Work request >>
Restate word for word the line with "Quick job: Summarize" and the rest of the listing after it, ending at the final line, and include nothing else.

# # #

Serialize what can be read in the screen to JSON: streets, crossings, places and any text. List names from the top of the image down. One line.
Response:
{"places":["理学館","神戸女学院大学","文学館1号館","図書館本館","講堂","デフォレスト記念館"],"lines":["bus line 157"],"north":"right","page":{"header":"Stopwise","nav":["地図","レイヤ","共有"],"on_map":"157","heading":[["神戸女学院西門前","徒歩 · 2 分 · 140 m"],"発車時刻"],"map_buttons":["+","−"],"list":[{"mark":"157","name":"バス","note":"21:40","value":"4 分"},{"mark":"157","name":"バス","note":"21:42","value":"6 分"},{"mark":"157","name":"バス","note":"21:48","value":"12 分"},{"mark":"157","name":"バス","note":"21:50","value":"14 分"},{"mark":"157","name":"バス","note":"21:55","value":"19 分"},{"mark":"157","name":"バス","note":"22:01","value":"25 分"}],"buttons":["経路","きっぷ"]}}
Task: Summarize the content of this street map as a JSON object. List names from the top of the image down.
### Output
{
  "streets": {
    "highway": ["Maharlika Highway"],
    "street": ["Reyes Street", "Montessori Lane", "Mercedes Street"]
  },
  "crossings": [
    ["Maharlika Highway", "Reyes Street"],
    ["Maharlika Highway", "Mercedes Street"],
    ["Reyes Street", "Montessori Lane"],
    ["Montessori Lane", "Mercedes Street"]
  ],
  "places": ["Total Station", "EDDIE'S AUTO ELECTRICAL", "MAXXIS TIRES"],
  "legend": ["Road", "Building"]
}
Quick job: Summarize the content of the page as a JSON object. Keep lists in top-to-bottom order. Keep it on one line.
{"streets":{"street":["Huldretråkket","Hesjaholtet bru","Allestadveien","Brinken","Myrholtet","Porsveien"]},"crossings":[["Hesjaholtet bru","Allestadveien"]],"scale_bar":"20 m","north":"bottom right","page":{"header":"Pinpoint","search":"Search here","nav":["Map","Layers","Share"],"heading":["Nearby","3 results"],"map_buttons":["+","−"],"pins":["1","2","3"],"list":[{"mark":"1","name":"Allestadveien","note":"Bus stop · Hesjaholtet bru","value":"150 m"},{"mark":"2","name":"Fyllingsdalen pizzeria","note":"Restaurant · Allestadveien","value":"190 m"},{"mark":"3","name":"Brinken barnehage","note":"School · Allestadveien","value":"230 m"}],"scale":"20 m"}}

# # #

Output for this exercise >>
Quick job: Summarize the content of the page as a JSON object. Keep lists in top-to-bottom order. Keep it on one line.
{"streets":{"street":["Huldretråkket","Hesjaholtet bru","Allestadveien","Brinken","Myrholtet","Porsveien"]},"crossings":[["Hesjaholtet bru","Allestadveien"]],"scale_bar":"20 m","north":"bottom right","page":{"header":"Pinpoint","search":"Search here","nav":["Map","Layers","Share"],"heading":["Nearby","3 results"],"map_buttons":["+","−"],"pins":["1","2","3"],"list":[{"mark":"1","name":"Allestadveien","note":"Bus stop · Hesjaholtet bru","value":"150 m"},{"mark":"2","name":"Fyllingsdalen pizzeria","note":"Restaurant · Allestadveien","value":"190 m"},{"mark":"3","name":"Brinken barnehage","note":"School · Allestadveien","value":"230 m"}],"scale":"20 m"}}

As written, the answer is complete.